_Source material_
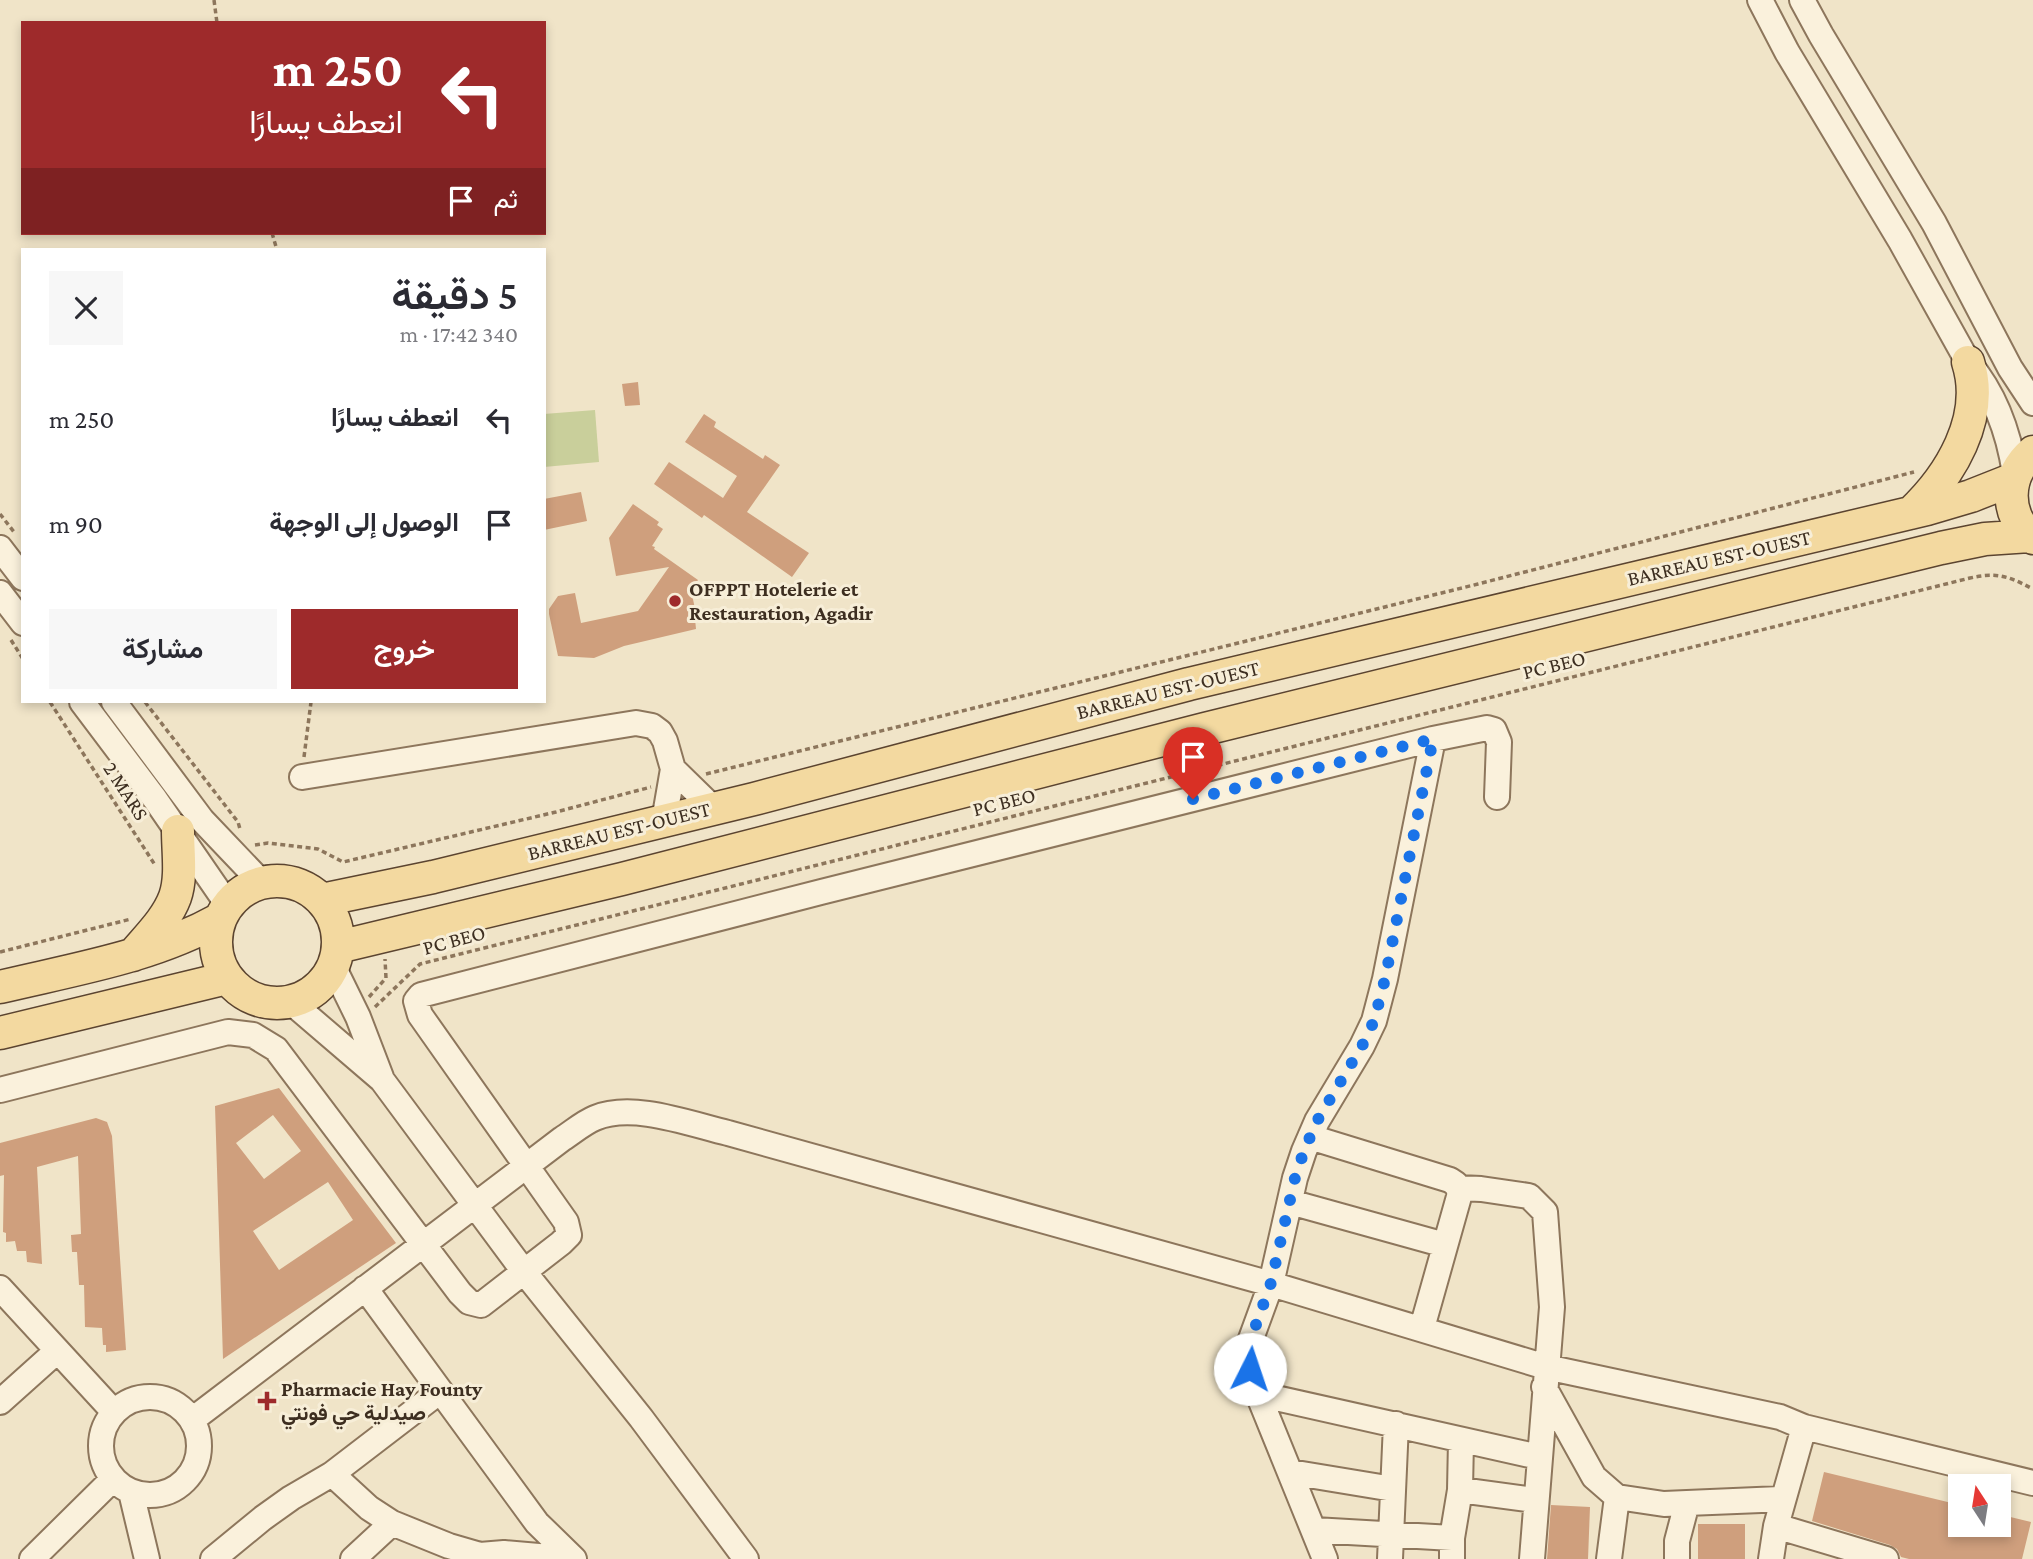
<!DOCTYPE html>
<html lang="ar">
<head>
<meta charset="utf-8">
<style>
	body { margin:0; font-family:"Crimson Pro",Vazirmatn,serif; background:#f7f7f7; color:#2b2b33; direction:rtl; height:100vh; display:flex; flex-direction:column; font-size:26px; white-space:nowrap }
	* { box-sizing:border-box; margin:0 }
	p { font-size:23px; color:#7c7c81 }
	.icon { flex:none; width:38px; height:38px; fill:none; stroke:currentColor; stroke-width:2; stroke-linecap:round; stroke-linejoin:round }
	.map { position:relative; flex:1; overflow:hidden; direction:ltr }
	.panel { position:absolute; left:21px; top:248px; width:525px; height:455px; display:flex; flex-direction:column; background:#fff; border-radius:0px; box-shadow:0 4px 10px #0003; direction:rtl }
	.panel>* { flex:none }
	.top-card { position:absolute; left:21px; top:21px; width:525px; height:214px; border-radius:0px; box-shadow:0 4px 10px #0003; direction:rtl; background:#9e2a2b; color:#fff; overflow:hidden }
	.needle { width:46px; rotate:348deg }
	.controls { position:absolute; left:1948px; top:1474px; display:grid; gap:14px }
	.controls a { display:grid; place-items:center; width:63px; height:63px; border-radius:0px; background:#fff; box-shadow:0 4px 10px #0003; font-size:35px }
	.pin { position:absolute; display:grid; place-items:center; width:60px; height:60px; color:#fff; margin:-72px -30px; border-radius:50% 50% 50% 0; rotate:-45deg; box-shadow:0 0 7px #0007 }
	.pin .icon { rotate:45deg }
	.me { position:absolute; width:77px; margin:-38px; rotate:4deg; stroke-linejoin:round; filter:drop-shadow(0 0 5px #0008) }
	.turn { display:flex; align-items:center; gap:24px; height:147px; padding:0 28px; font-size:32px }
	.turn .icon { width:91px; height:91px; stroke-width:2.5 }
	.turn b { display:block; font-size:49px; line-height:60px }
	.then { display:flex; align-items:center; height:66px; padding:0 28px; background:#0003; gap:14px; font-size:26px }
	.round { display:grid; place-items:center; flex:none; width:74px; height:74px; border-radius:0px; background:#f7f7f7 }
	.head { display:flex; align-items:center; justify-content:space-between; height:119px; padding:0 28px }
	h1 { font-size:42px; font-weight:600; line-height:52px }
	.action { display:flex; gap:14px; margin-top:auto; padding:14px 28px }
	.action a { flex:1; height:80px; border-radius:0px; background:#9e2a2b; color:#fff; font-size:28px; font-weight:600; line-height:80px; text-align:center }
	.action a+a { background:#f7f7f7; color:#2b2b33 }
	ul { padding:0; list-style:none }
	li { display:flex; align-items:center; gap:21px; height:105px; padding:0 28px }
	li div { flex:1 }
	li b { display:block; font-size:26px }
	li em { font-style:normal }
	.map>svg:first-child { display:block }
	.green { fill:#c9cf9b }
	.building { fill:#cf9f7d; fill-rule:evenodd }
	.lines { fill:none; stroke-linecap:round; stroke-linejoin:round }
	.minor-casing { stroke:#8d765c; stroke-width:28 }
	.major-casing { stroke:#5b4430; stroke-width:35 }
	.path { stroke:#8d765c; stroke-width:3.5; stroke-dasharray:5 3.5; stroke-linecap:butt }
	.minor { stroke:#faf1dc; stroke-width:24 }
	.major { stroke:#f3d9a0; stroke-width:32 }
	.route { stroke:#1a73e8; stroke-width:12; stroke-dasharray:0 21.6 }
	.poi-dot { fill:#9e2a2b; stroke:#f7eed8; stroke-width:2.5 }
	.labels { text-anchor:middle; stroke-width:6; stroke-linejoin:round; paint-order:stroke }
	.street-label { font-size:21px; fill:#3d2e20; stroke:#f7eed8 }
	.poi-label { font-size:21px; font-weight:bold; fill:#3d2e20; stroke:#f7eed8; text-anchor:start }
</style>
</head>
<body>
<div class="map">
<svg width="2033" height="1559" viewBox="0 0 2033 1559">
	<rect width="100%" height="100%" fill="#f0e4c8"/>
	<path class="green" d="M595 410 599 462 544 467V414Z"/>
	<path class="building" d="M638 382 640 405 625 406 622 384Z
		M704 414 716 422 714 427 763 459 765 455 780 465 747 512 809 553 792 577 704 515 702 518 654 484 669 462 723 498 737 476 685 442Z
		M581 492 587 521 544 530V499Z
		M633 504 659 522 657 525 663 529 652 546 655 547 654 549 698 580 691 590 697 618 695 619 696 629 624 646 594 658 558 656 549 614V609L558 596 575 593 581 623 638 611 669 567 616 576 609 538Z
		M279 1088 396 1243 223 1359 215 1106ZM273 1115 301 1151 264 1179 236 1143ZM328 1182 353 1220 279 1270 253 1231Z
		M96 1118 107 1122 112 1136 126 1350 106 1352V1345H103L102 1328 85 1327 84 1285H79L77 1252H72L71 1235 81 1234 78 1156 37 1167 42 1264 27 1262 26 1251H17L15 1241 6 1242V1233L3 1232 4 1175 0 1176V1143Z
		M1824 1472 1960 1505V1524H1998V1514L2031 1522 2022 1559H1909L1901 1557 1897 1549 1890 1545 1812 1521Z
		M1551 1505 1590 1507 1588 1559H1547Z
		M1698 1524H1745V1559H1698Z"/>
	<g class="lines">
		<defs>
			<path id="minor" d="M1760 0 1787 52 1900 240 1968 362C1995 394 2009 433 2015 474
				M1802 0 1821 35 1934 223 2010 368 2033 403
				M0 548 23 578
				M0 593 23 623
				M82 702 155 799 228 905
				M114 702 202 820 262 883
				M673 769 713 808
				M302 777 636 723 652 726 660 732 665 741 673 769 664 821
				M333 966 358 1017 381 1077
				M291 1002 382 1080 525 1273 641 1418 746 1559
				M0 1090 228 1032 253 1035 276 1049 460 1293 469 1302 481 1305 561 1243 569 1235 566 1222 420 1015 416 1001 421 995 821 892 1433 739 1487 728 1494 730 1499 742 1497 797
				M1310 1137 1450 1180 1456 1184 1460 1193 1422 1328
				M1459 1188 1481 1189 1529 1196 1545 1212 1552 1307 1532 1559
				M1290 1202 1445 1245
				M0 1288 114 1412
				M365 1288 537 1523 574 1559
				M1544 1387 1594 1477 1617 1497 1609 1559
				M1258 1394 1539 1457
				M101 1446a49 49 0 1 1 98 0a49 49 0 1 1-98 0Z
				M0 1402 57 1351
				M192 1420 562 1139C573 1132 583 1123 595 1118 633 1102 690 1124 728 1133L1271 1284 1546 1367 1780 1417 1804 1427 2033 1483
				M1290 1472 1393 1489
				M332 1474 369 1508 392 1523 449 1546 480 1555 504 1553 573 1559
				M1460 1490 1535 1500
				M131 1492 147 1559
				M1617 1497 1664 1504 1687 1503
				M1776 1526 1886 1559
				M1314 1530 1452 1538
				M32 1559 113 1479
				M213 1559 263 1518 291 1498 332 1474 439 1392
				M353 1559 392 1523
				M1325 1559 1258 1394 1250 1369 1248 1347 1271 1284 1295 1178 1304 1151 1317 1121 1362 1046 1374 1021 1385 979 1433 739
				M1390 1559 1396 1424
				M1452 1559V1538L1460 1490 1461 1440
				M1677 1559V1541L1687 1503 1783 1499
				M1771 1559 1776 1526 1804 1427"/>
			<path id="major" d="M2033 452C2005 475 2004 516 2033 538
				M1911 513C1950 476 1986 418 1968 362
				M216 942a61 61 0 1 1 122 0a61 61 0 1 1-122 0Z
				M322 900 433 877 754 799 1189 684 1927 509 1971 496 2014 479
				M338 947 622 879 1205 729 1941 548 1985 539 2030 536
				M133 955C148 937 167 919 175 897 182 877 178 852 178 831
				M0 987C75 969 152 957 220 919
				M0 1033 227 978"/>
		</defs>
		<use href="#minor" class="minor-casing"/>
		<use href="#major" class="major-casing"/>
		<path class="path" d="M214 0 217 23
			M272 233 277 250
			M0 514 14 532
			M11 640 23 659
			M50 702 155 865
			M145 702 238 822 240 829
			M304 757 311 702
			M706 774 1478 584 1914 472
			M255 845 268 843 318 849 343 862 556 812 651 787
			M0 952 131 919
			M369 997 386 978 385 959
			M375 1007 420 964 1970 578C1998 572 2008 576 2033 589"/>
		<use href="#minor" class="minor"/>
		<use href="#major" class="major"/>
	</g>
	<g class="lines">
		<path class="route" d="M1193 799 1433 739 1385 979 1374 1021 1362 1046 1317 1121 1304 1151 1295 1178 1271 1283 1248 1347 1250 1369"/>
	</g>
	<g class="poi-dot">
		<circle cx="675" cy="601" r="7"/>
		<path d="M263.5 1390.5h7v7h7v7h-7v7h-7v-7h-7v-7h7z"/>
	</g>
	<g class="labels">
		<g class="street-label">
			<text transform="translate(1719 558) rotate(-13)" y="7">BARREAU EST-OUEST</text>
			<text transform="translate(1554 665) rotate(-14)" y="7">PC BEO</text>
			<text transform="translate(1168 690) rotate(-14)" y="7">BARREAU EST-OUEST</text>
			<text transform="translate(126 791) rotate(57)" y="7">2 MARS</text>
			<text transform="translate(1004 802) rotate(-14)" y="7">PC BEO</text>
			<text transform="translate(619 831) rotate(-14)" y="7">BARREAU EST-OUEST</text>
			<text transform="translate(454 940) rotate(-15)" y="7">PC BEO</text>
		</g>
		<g class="poi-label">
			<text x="689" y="596">OFPPT Hotelerie et<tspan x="689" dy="24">Restauration, Agadir</tspan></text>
			<text x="281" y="1396">Pharmacie Hay Founty<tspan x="281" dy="24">صيدلية حي فونتي</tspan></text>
		</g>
	</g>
</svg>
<div class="controls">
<a><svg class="needle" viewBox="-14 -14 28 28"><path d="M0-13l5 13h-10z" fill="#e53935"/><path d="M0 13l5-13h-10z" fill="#7c7c81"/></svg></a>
</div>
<div class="pin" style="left:1193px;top:799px;background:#d93025"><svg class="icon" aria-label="arrive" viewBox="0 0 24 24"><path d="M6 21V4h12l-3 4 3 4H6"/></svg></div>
<svg class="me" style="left:1250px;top:1369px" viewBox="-20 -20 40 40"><circle r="19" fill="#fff"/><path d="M0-13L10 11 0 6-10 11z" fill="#1a73e8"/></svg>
<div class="top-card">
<div class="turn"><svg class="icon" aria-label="left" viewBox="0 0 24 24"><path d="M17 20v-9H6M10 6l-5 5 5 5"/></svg><div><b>250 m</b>انعطف يسارًا</div></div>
<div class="then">ثم<svg class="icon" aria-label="arrive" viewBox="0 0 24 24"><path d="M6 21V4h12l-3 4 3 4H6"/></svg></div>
</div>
<section class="panel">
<div class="head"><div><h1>5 دقيقة</h1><p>340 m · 17:42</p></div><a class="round"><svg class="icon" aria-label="close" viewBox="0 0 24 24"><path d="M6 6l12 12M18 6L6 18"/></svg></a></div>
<ul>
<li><svg class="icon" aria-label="left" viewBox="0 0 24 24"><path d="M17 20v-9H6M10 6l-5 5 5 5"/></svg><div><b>انعطف يسارًا</b></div><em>250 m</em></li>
<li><svg class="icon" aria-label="arrive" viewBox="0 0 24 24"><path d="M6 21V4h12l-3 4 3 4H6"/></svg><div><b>الوصول إلى الوجهة</b></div><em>90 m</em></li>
</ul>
<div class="action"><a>خروج</a><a>مشاركة</a></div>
</section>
</div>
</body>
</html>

_Assigned task_
Go through the data above and print exactly the lines from its first line through the line holding "position:absolute; display:grid; place-items:center;", both included, leaving pictures aside.

_Output for this exercise_
<!DOCTYPE html>
<html lang="ar">
<head>
<meta charset="utf-8">
<style>
	body { margin:0; font-family:"Crimson Pro",Vazirmatn,serif; background:#f7f7f7; color:#2b2b33; direction:rtl; height:100vh; display:flex; flex-direction:column; font-size:26px; white-space:nowrap }
	* { box-sizing:border-box; margin:0 }
	p { font-size:23px; color:#7c7c81 }
	.icon { flex:none; width:38px; height:38px; fill:none; stroke:currentColor; stroke-width:2; stroke-linecap:round; stroke-linejoin:round }
	.map { position:relative; flex:1; overflow:hidden; direction:ltr }
	.panel { position:absolute; left:21px; top:248px; width:525px; height:455px; display:flex; flex-direction:column; background:#fff; border-radius:0px; box-shadow:0 4px 10px #0003; direction:rtl }
	.panel>* { flex:none }
	.top-card { position:absolute; left:21px; top:21px; width:525px; height:214px; border-radius:0px; box-shadow:0 4px 10px #0003; direction:rtl; background:#9e2a2b; color:#fff; overflow:hidden }
	.needle { width:46px; rotate:348deg }
	.controls { position:absolute; left:1948px; top:1474px; display:grid; gap:14px }
	.controls a { display:grid; place-items:center; width:63px; height:63px; border-radius:0px; background:#fff; box-shadow:0 4px 10px #0003; font-size:35px }
	.pin { position:absolute; display:grid; place-items:center; width:60px; height:60px; color:#fff; margin:-72px -30px; border-radius:50% 50% 50% 0; rotate:-45deg; box-shadow:0 0 7px #0007 }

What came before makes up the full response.